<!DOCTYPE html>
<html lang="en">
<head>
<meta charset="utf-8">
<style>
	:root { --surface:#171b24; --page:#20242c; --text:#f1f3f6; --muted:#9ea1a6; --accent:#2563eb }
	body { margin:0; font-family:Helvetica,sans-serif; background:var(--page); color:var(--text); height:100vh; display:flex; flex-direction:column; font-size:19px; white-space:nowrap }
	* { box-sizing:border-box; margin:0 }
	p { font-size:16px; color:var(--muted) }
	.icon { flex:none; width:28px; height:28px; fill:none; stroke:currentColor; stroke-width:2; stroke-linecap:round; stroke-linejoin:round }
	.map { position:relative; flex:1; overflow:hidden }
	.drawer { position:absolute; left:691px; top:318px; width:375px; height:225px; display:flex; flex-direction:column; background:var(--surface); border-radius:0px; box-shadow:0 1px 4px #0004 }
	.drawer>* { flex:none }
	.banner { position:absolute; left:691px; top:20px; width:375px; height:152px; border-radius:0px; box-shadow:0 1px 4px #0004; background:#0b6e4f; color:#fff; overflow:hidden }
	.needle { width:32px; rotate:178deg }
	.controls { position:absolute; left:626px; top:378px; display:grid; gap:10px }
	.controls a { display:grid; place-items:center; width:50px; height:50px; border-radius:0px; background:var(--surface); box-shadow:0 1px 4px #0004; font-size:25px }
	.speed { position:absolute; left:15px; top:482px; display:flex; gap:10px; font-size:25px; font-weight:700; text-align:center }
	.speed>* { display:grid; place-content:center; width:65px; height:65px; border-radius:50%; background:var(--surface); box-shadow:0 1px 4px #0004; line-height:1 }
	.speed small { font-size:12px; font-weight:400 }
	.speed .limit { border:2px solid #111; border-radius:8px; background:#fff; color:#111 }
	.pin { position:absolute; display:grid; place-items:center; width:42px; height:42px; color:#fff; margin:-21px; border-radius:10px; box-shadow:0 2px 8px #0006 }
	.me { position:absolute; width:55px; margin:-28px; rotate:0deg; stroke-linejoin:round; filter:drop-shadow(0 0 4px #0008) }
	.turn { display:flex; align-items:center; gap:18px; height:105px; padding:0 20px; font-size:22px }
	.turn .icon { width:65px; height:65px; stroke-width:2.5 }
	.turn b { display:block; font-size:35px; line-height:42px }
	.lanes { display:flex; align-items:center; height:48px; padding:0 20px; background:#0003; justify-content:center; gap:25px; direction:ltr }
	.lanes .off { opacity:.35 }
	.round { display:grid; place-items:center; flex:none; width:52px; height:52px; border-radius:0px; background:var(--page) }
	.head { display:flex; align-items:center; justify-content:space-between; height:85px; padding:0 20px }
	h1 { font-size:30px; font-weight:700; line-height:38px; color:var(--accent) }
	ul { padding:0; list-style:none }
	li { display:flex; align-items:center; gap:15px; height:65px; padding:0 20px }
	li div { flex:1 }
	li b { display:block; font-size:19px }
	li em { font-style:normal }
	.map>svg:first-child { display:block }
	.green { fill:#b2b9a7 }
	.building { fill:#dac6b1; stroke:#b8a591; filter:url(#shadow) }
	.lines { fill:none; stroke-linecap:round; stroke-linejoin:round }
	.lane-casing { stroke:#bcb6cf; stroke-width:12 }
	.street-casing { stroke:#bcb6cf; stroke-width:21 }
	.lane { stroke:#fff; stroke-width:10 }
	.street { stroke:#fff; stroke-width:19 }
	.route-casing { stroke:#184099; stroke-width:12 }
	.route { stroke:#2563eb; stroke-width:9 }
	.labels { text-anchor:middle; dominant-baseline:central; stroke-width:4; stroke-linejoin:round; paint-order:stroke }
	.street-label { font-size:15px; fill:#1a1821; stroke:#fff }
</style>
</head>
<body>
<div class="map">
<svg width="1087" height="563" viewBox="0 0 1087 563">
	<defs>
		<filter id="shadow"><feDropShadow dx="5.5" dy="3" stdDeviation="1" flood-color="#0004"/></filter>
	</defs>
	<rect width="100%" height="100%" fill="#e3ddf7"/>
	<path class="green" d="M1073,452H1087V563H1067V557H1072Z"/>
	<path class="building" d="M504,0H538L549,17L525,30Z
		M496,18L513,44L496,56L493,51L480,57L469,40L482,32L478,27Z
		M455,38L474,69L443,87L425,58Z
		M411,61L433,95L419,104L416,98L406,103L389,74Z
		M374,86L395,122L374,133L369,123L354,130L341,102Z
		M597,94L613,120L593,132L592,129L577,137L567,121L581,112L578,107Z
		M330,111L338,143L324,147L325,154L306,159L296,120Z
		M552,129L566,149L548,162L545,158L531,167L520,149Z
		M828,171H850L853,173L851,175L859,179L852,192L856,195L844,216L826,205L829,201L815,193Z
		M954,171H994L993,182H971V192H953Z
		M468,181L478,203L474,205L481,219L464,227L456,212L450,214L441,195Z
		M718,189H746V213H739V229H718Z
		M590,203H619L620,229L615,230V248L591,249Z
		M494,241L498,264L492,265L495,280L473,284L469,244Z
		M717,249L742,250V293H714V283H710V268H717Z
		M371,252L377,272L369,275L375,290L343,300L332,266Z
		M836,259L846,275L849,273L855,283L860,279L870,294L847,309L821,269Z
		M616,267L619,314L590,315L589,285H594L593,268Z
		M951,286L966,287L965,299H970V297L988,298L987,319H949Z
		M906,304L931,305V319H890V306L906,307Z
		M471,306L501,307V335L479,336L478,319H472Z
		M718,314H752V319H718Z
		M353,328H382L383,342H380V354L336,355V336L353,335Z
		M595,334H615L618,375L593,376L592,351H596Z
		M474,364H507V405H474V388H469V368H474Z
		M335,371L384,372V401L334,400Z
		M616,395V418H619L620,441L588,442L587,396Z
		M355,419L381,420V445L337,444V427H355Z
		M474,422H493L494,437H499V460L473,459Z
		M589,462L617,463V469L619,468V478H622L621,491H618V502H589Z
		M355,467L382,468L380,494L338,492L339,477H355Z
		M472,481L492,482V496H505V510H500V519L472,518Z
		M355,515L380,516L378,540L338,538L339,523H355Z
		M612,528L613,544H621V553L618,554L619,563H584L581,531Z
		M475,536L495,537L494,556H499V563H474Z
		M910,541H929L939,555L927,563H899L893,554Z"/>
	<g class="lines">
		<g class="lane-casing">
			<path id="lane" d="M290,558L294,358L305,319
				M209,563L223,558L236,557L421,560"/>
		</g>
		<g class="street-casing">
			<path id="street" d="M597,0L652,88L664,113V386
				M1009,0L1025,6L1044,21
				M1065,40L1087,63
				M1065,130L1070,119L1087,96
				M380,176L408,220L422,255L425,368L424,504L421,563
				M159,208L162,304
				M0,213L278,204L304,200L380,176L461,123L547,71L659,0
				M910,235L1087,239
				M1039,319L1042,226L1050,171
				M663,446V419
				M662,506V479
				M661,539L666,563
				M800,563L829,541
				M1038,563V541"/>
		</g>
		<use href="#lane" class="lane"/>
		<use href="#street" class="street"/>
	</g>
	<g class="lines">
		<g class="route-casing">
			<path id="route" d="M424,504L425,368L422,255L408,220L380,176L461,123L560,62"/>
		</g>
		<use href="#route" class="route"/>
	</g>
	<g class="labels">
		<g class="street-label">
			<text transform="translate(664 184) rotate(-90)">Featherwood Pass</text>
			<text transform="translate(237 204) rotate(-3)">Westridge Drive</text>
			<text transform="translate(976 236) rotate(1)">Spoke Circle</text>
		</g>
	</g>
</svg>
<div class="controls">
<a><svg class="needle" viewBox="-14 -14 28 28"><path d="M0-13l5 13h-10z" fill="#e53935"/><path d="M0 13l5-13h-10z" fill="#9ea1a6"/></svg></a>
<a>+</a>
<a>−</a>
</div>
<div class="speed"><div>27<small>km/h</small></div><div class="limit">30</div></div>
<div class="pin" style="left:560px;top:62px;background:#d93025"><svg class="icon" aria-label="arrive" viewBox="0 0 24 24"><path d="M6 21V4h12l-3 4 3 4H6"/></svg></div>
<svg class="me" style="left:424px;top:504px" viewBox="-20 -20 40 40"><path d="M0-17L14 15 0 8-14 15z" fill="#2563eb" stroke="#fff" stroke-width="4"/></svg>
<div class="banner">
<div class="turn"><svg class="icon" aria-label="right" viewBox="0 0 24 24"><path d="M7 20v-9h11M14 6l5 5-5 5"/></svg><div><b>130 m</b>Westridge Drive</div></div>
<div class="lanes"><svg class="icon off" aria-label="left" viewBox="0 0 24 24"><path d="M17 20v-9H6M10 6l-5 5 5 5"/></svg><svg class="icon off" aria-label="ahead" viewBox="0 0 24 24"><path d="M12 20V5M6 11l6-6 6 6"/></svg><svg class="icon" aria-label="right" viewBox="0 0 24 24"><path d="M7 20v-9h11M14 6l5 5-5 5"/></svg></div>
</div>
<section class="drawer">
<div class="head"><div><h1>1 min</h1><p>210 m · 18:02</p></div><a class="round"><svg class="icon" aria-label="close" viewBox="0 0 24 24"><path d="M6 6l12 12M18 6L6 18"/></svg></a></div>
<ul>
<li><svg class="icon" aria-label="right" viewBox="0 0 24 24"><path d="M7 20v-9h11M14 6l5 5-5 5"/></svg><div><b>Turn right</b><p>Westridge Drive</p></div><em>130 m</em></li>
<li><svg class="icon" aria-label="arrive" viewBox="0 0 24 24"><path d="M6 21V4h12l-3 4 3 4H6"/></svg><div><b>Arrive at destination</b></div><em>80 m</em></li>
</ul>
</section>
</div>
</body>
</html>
::::::::::
- **Task details**
Reproduce the entries above exactly, but only the lines between the line holding "position:absolute; left:691px; top:20px;" and the line holding "position:absolute; left:626px; top:378px;", inclusive.

- **Reply to the task**
	.banner { position:absolute; left:691px; top:20px; width:375px; height:152px; border-radius:0px; box-shadow:0 1px 4px #0004; background:#0b6e4f; color:#fff; overflow:hidden }
	.needle { width:32px; rotate:178deg }
	.controls { position:absolute; left:626px; top:378px; display:grid; gap:10px }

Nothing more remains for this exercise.